### Material supplied
○ ○ ○ ○ ○

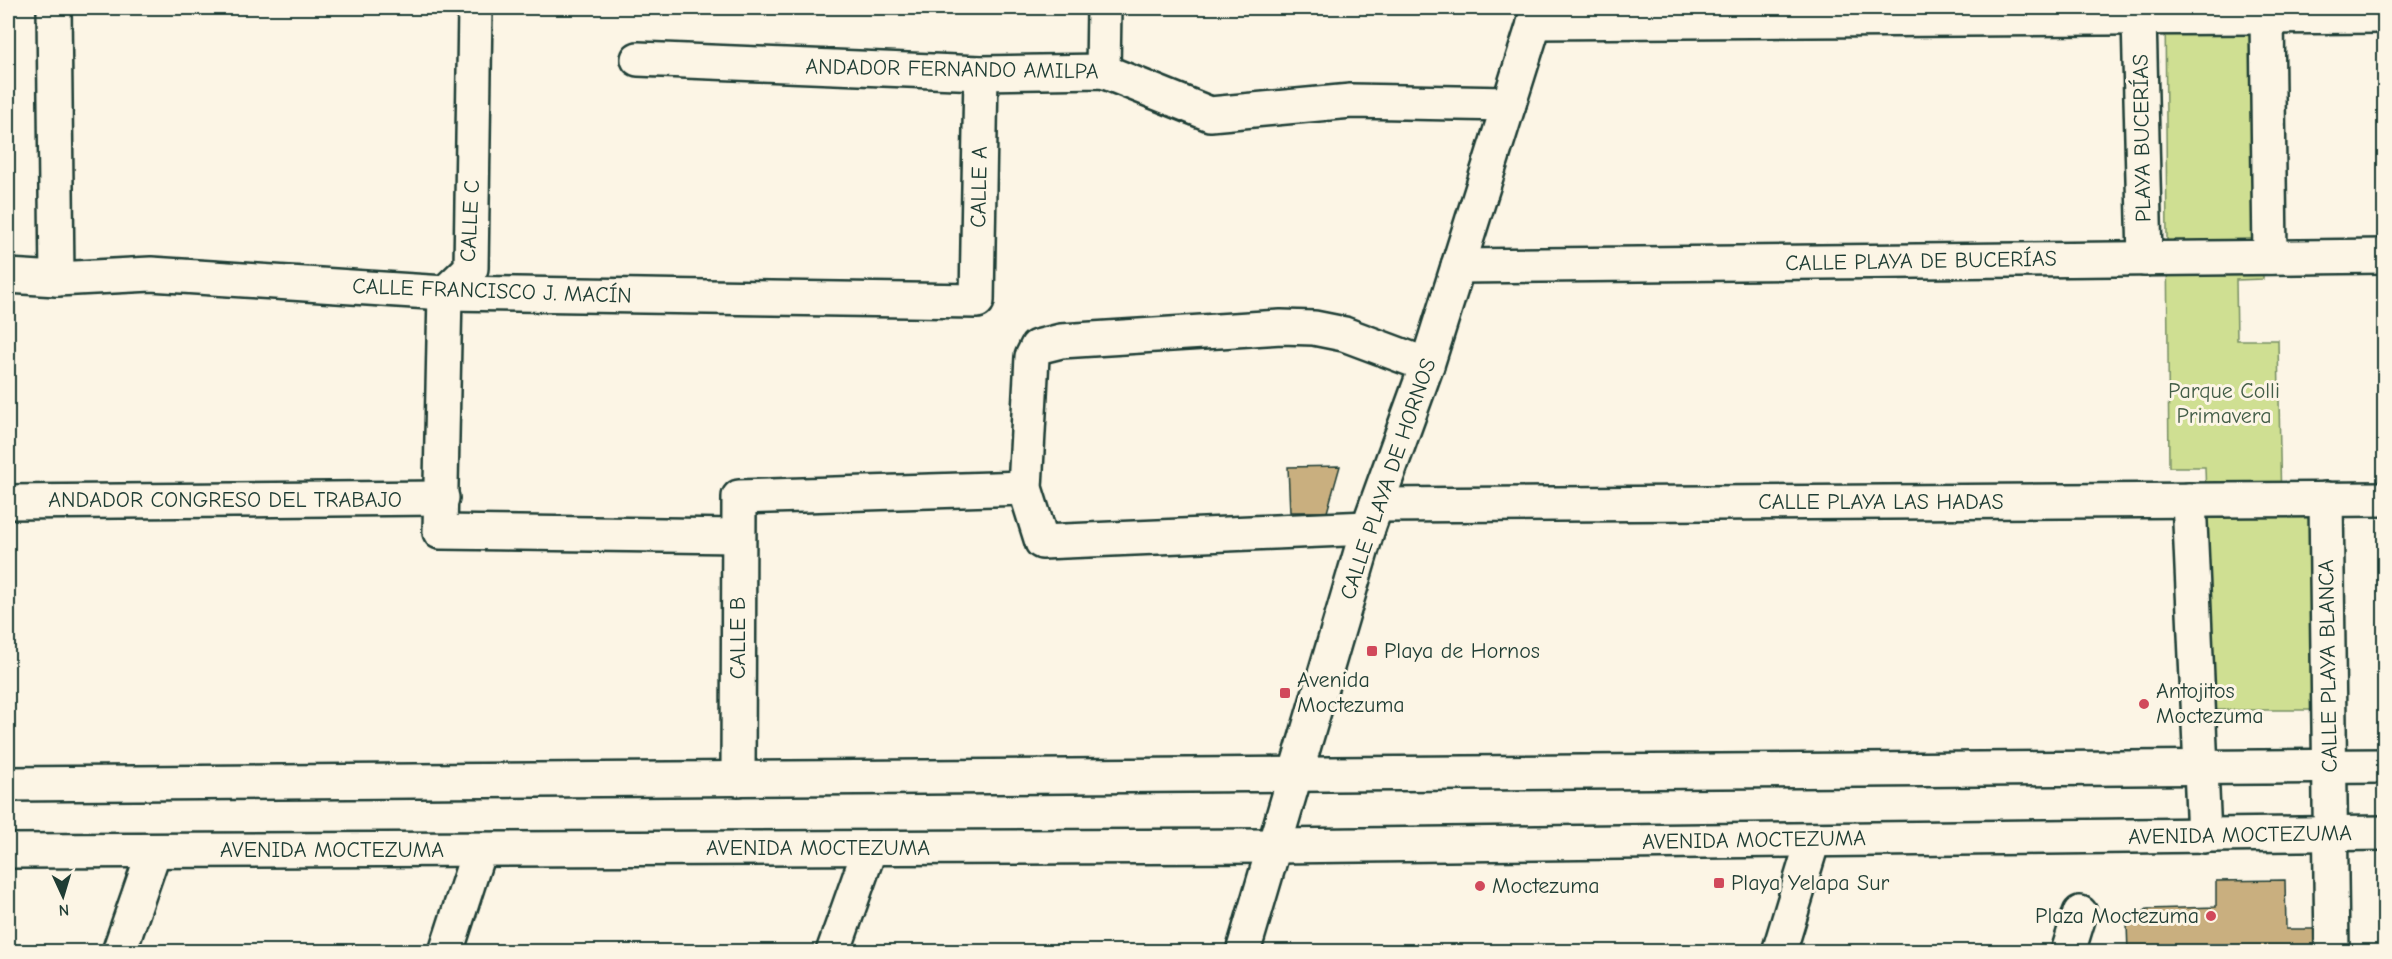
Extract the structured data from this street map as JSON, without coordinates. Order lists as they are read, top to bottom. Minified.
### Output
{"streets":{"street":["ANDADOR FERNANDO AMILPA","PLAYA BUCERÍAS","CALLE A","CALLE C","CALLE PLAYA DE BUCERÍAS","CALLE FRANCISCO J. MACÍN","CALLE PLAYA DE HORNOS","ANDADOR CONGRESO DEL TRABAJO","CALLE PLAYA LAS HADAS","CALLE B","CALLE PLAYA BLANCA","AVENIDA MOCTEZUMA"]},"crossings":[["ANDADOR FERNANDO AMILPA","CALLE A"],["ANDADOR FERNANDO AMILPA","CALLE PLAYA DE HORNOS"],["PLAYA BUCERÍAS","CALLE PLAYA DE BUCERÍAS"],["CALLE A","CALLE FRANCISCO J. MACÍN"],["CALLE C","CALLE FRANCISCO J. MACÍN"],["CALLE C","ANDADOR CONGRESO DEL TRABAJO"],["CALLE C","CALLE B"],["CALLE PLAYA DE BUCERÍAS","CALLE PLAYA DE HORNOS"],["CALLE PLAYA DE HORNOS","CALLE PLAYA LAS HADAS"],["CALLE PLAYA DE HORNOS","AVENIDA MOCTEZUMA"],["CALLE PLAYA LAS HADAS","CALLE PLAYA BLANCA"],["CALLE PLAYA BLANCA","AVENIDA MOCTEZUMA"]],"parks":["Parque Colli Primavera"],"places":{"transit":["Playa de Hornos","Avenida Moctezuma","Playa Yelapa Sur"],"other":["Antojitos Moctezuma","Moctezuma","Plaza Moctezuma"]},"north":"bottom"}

○ ○ ○ ○ ○

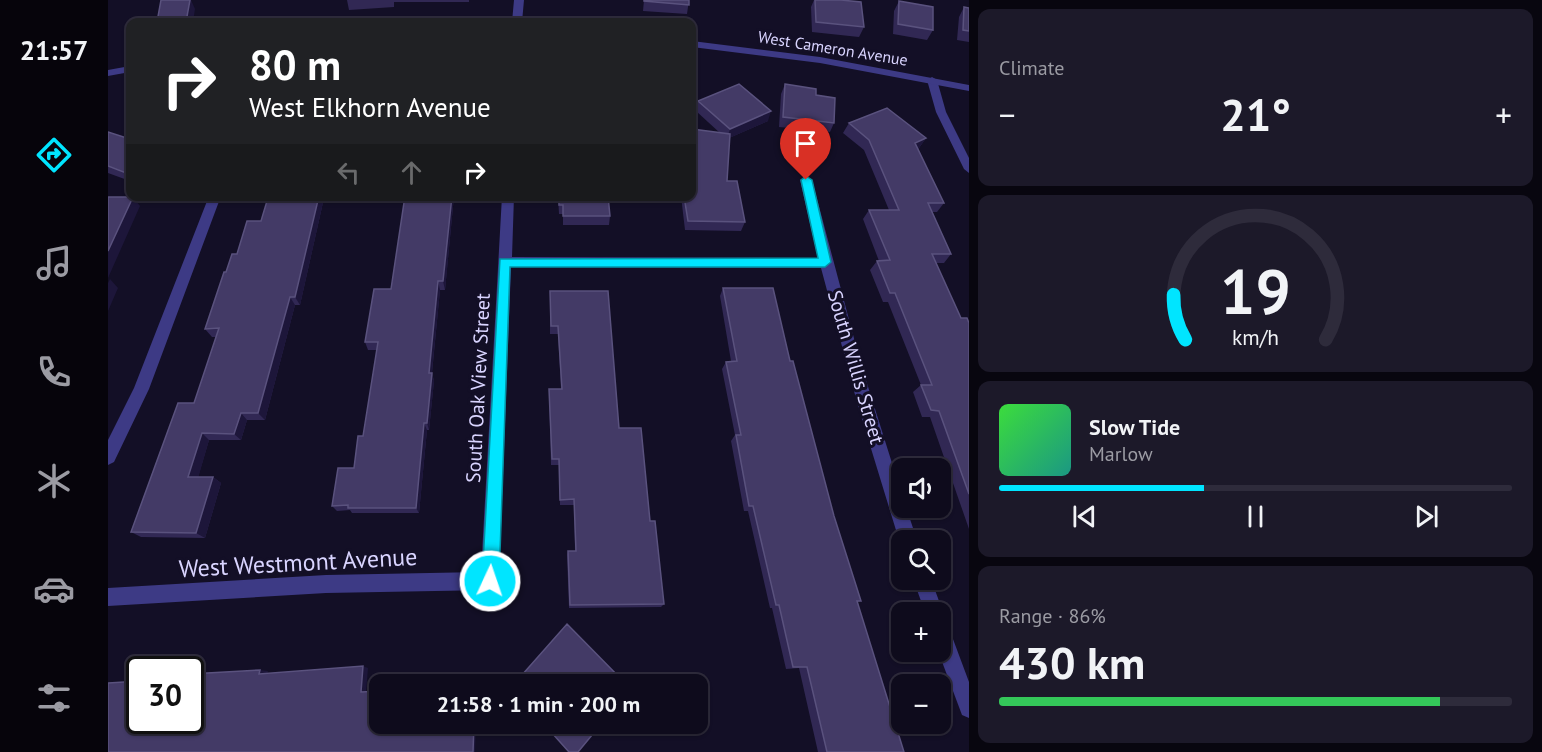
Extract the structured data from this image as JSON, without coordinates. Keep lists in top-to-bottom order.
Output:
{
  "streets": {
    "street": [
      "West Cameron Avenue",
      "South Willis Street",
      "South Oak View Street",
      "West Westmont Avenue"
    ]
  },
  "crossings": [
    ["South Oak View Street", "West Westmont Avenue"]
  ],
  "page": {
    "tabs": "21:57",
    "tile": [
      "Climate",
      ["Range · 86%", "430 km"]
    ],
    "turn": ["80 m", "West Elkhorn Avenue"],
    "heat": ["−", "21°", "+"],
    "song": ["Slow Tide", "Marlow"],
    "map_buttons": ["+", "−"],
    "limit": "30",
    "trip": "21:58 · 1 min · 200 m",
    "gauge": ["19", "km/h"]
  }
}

○ ○ ○ ○ ○

### Work order
Search the data above for the string "coordinates" and return every line that has it.

### Finished task
Extract the structured data from this street map as JSON, without coordinates. Order lists as they are read, top to bottom. Minified.
Extract the structured data from this image as JSON, without coordinates. Keep lists in top-to-bottom order.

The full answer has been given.